**TASK**
Restate all of the data exactly.

**RECORDED INFORMATION**
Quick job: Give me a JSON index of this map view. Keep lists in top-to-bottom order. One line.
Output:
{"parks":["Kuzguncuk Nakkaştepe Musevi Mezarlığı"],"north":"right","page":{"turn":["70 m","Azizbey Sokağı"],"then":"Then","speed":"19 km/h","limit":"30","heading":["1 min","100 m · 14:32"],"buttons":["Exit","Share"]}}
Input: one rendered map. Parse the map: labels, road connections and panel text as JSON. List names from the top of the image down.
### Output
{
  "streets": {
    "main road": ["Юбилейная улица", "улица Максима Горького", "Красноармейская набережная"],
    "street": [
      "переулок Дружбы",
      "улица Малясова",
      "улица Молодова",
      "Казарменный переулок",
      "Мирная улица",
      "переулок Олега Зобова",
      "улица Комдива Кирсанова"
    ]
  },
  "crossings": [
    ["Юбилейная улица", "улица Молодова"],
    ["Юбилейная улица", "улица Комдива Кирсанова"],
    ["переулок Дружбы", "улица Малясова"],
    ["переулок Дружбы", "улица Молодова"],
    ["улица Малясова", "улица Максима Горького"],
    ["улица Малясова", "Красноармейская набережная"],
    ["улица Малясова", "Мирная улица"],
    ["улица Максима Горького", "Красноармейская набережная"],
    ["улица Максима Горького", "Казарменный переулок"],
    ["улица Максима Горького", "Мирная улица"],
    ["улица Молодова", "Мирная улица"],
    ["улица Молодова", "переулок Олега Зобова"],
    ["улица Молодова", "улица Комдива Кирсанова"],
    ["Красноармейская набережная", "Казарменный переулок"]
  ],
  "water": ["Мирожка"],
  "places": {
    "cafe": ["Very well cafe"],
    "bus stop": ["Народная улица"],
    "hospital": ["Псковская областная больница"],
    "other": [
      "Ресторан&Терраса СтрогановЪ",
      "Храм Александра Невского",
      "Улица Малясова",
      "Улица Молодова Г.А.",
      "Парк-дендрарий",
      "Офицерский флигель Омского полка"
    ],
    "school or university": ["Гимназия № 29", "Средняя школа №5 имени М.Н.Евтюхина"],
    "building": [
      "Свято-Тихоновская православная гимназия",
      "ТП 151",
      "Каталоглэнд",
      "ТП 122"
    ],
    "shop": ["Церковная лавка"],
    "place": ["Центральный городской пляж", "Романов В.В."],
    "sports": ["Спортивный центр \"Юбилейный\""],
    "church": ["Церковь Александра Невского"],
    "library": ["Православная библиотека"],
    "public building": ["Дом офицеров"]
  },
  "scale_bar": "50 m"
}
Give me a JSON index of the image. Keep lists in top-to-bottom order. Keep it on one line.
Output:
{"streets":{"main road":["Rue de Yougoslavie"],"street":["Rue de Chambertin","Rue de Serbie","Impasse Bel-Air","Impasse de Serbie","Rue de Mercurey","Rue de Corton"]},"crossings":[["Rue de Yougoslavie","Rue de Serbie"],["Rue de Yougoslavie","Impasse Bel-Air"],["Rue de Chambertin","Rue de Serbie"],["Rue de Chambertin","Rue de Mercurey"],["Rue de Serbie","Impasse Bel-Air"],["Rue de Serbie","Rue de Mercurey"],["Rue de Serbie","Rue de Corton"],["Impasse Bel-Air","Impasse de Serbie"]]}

**SOLUTION FOR THIS TASK**
Quick job: Give me a JSON index of this map view. Keep lists in top-to-bottom order. One line.
Output:
{"parks":["Kuzguncuk Nakkaştepe Musevi Mezarlığı"],"north":"right","page":{"turn":["70 m","Azizbey Sokağı"],"then":"Then","speed":"19 km/h","limit":"30","heading":["1 min","100 m · 14:32"],"buttons":["Exit","Share"]}}
Input: one rendered map. Parse the map: labels, road connections and panel text as JSON. List names from the top of the image down.
### Output
{
  "streets": {
    "main road": ["Юбилейная улица", "улица Максима Горького", "Красноармейская набережная"],
    "street": [
      "переулок Дружбы",
      "улица Малясова",
      "улица Молодова",
      "Казарменный переулок",
      "Мирная улица",
      "переулок Олега Зобова",
      "улица Комдива Кирсанова"
    ]
  },
  "crossings": [
    ["Юбилейная улица", "улица Молодова"],
    ["Юбилейная улица", "улица Комдива Кирсанова"],
    ["переулок Дружбы", "улица Малясова"],
    ["переулок Дружбы", "улица Молодова"],
    ["улица Малясова", "улица Максима Горького"],
    ["улица Малясова", "Красноармейская набережная"],
    ["улица Малясова", "Мирная улица"],
    ["улица Максима Горького", "Красноармейская набережная"],
    ["улица Максима Горького", "Казарменный переулок"],
    ["улица Максима Горького", "Мирная улица"],
    ["улица Молодова", "Мирная улица"],
    ["улица Молодова", "переулок Олега Зобова"],
    ["улица Молодова", "улица Комдива Кирсанова"],
    ["Красноармейская набережная", "Казарменный переулок"]
  ],
  "water": ["Мирожка"],
  "places": {
    "cafe": ["Very well cafe"],
    "bus stop": ["Народная улица"],
    "hospital": ["Псковская областная больница"],
    "other": [
      "Ресторан&Терраса СтрогановЪ",
      "Храм Александра Невского",
      "Улица Малясова",
      "Улица Молодова Г.А.",
      "Парк-дендрарий",
      "Офицерский флигель Омского полка"
    ],
    "school or university": ["Гимназия № 29", "Средняя школа №5 имени М.Н.Евтюхина"],
    "building": [
      "Свято-Тихоновская православная гимназия",
      "ТП 151",
      "Каталоглэнд",
      "ТП 122"
    ],
    "shop": ["Церковная лавка"],
    "place": ["Центральный городской пляж", "Романов В.В."],
    "sports": ["Спортивный центр \"Юбилейный\""],
    "church": ["Церковь Александра Невского"],
    "library": ["Православная библиотека"],
    "public building": ["Дом офицеров"]
  },
  "scale_bar": "50 m"
}
Give me a JSON index of the image. Keep lists in top-to-bottom order. Keep it on one line.
Output:
{"streets":{"main road":["Rue de Yougoslavie"],"street":["Rue de Chambertin","Rue de Serbie","Impasse Bel-Air","Impasse de Serbie","Rue de Mercurey","Rue de Corton"]},"crossings":[["Rue de Yougoslavie","Rue de Serbie"],["Rue de Yougoslavie","Impasse Bel-Air"],["Rue de Chambertin","Rue de Serbie"],["Rue de Chambertin","Rue de Mercurey"],["Rue de Serbie","Impasse Bel-Air"],["Rue de Serbie","Rue de Mercurey"],["Rue de Serbie","Rue de Corton"],["Impasse Bel-Air","Impasse de Serbie"]]}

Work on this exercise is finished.